#### [ASSIGNMENT]
Where a line in the records below includes "Montgomery", pull that line out.

[[ PROVIDED MATERIAL open ]]

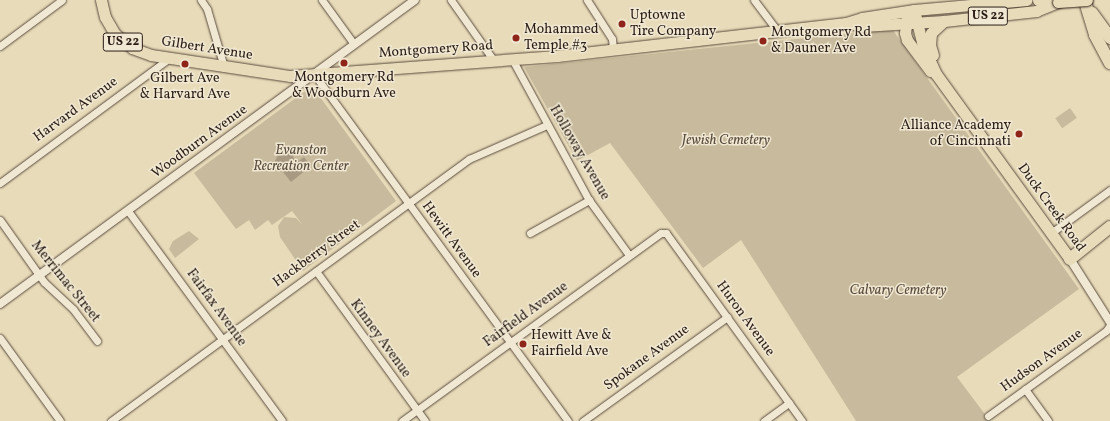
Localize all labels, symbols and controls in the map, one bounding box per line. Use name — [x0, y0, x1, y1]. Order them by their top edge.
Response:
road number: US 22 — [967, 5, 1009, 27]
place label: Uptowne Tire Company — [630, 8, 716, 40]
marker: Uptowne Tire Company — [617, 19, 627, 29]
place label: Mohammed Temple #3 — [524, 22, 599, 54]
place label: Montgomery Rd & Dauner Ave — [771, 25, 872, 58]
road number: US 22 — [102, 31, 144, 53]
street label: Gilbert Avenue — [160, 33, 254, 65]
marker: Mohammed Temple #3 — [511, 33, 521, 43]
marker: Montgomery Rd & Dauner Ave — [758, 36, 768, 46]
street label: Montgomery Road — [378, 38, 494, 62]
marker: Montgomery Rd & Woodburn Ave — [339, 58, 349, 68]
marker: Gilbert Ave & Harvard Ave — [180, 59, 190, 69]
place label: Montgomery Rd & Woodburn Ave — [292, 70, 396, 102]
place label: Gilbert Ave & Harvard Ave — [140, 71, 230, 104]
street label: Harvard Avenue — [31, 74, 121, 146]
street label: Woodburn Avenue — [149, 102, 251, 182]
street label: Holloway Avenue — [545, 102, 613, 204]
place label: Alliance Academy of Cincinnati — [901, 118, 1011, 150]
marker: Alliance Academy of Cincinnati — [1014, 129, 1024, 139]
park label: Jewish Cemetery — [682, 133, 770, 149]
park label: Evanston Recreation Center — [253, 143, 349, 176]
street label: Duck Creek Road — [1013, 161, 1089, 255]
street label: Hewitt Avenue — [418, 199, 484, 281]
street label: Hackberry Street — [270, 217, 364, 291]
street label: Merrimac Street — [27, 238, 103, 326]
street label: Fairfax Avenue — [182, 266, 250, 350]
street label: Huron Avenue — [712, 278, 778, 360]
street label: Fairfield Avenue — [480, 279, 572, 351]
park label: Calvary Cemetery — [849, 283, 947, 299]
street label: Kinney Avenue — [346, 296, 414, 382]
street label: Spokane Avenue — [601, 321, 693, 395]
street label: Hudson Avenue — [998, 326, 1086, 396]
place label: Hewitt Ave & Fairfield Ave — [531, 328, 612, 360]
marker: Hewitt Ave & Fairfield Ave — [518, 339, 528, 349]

[[ PROVIDED MATERIAL closed ]]

#### [WRITTEN SOLUTION]
place label: Montgomery Rd & Dauner Ave — [771, 25, 872, 58]
marker: Montgomery Rd & Dauner Ave — [758, 36, 768, 46]
street label: Montgomery Road — [378, 38, 494, 62]
marker: Montgomery Rd & Woodburn Ave — [339, 58, 349, 68]
place label: Montgomery Rd & Woodburn Ave — [292, 70, 396, 102]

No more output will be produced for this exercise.